▶ _How to complete this task_
A line counts if it contains the word "bottom" at least once. State how many such lines the records contain, giving the number alone.

▶ _Task inputs_
•••••
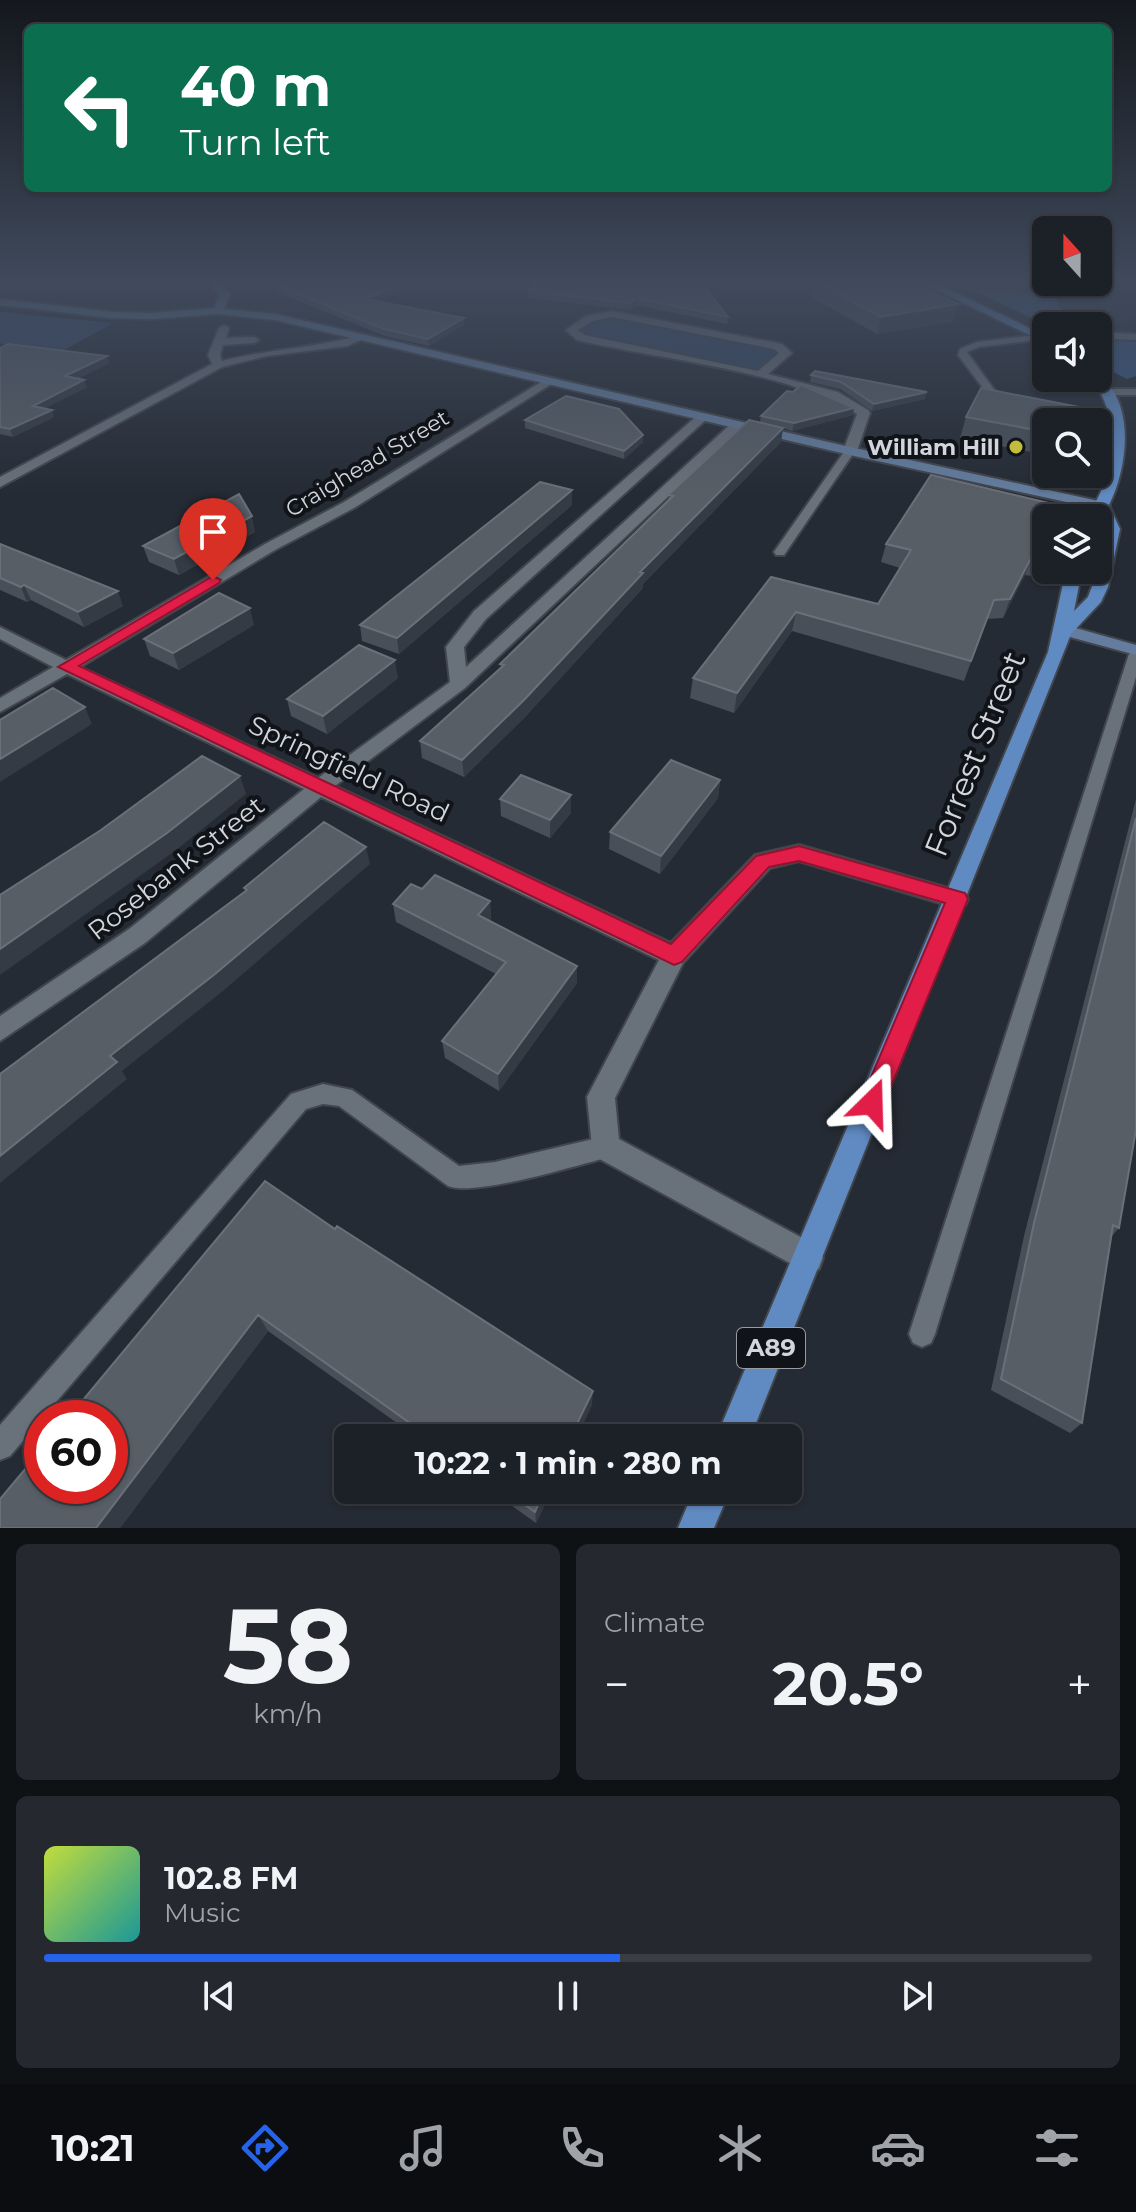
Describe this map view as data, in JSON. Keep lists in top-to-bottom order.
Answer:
•••••
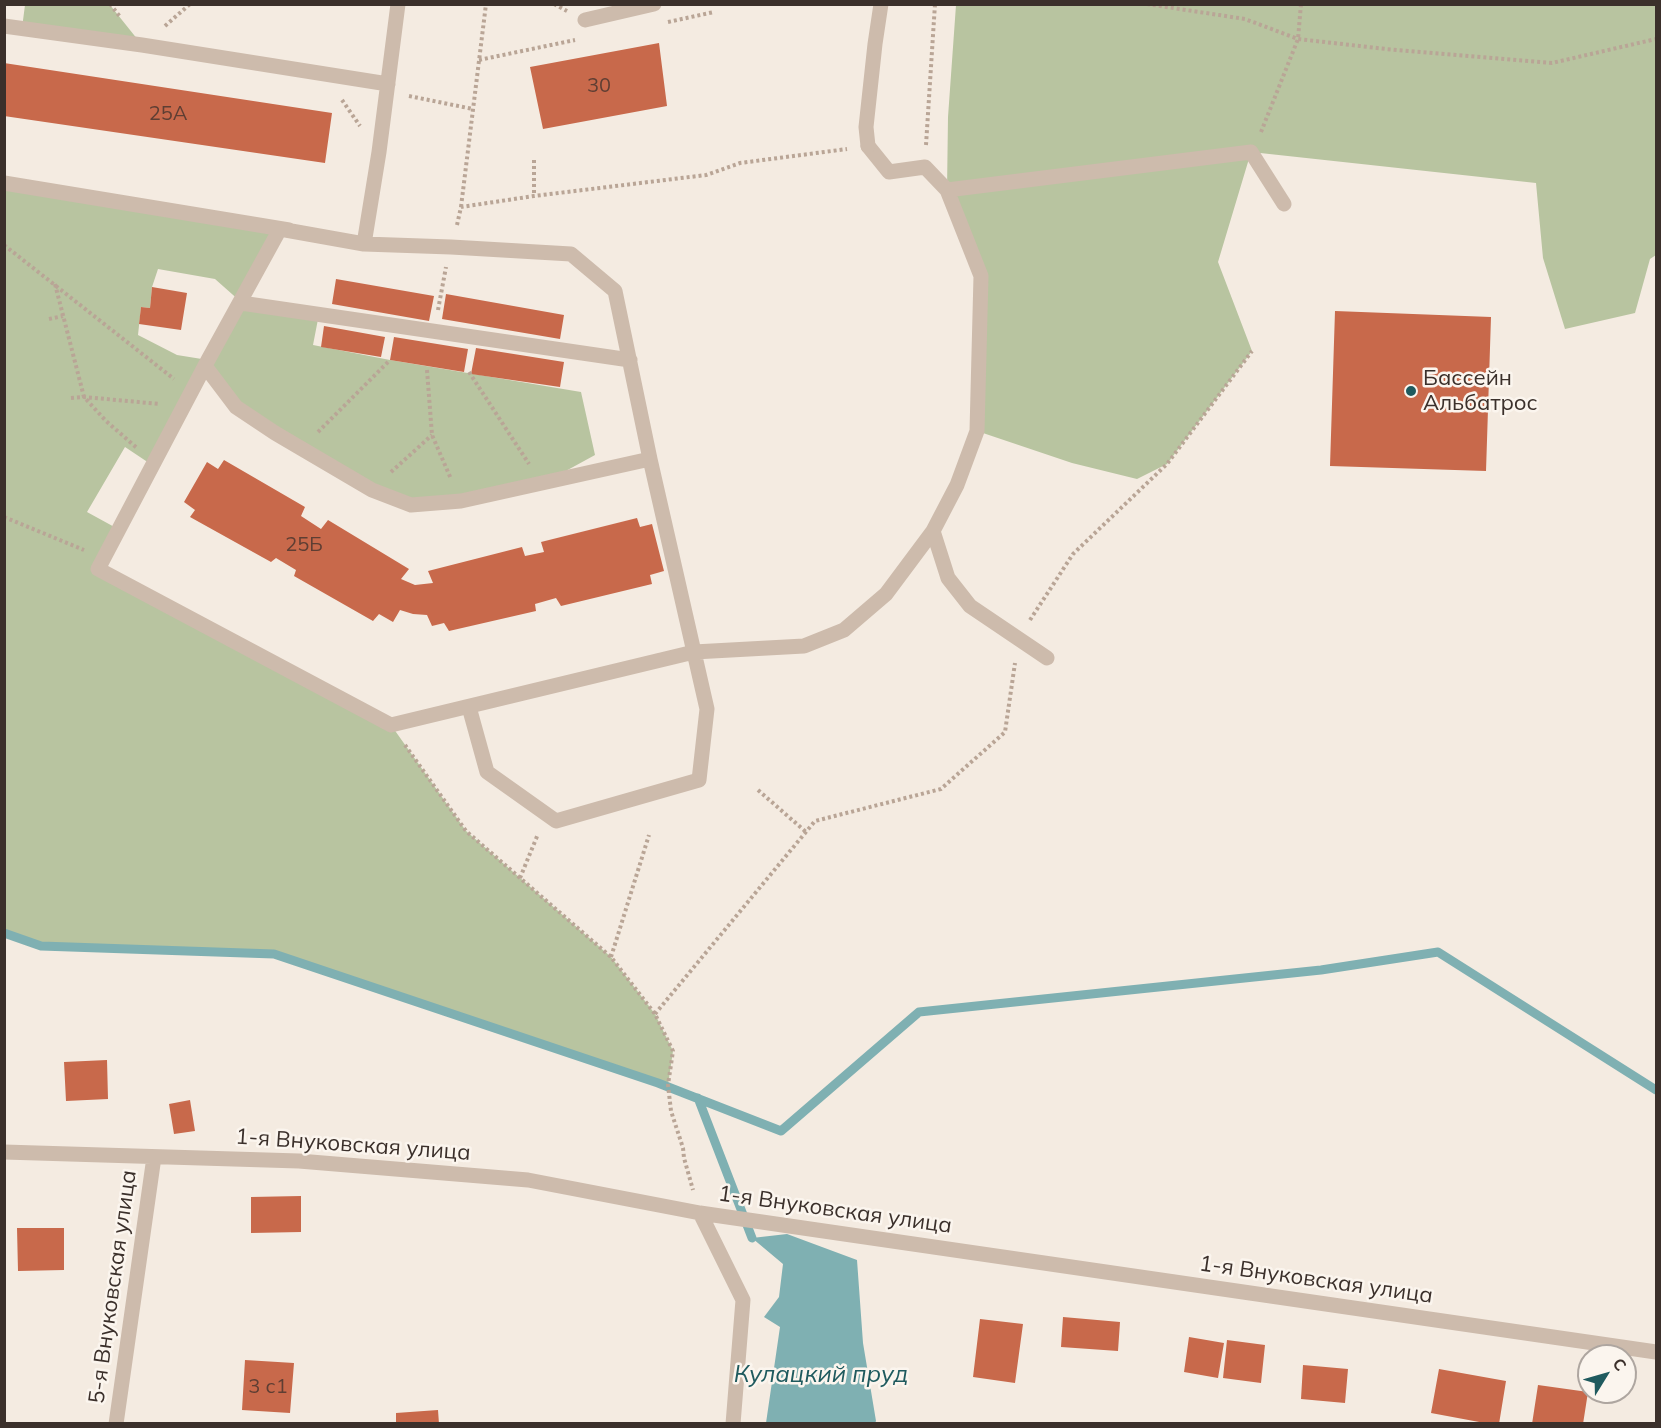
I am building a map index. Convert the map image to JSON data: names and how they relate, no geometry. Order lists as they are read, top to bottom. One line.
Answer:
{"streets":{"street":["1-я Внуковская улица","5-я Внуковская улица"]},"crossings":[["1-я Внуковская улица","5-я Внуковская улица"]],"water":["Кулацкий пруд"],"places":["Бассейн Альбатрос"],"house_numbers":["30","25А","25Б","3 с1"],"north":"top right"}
•••••
▶ _Exercise solution_
2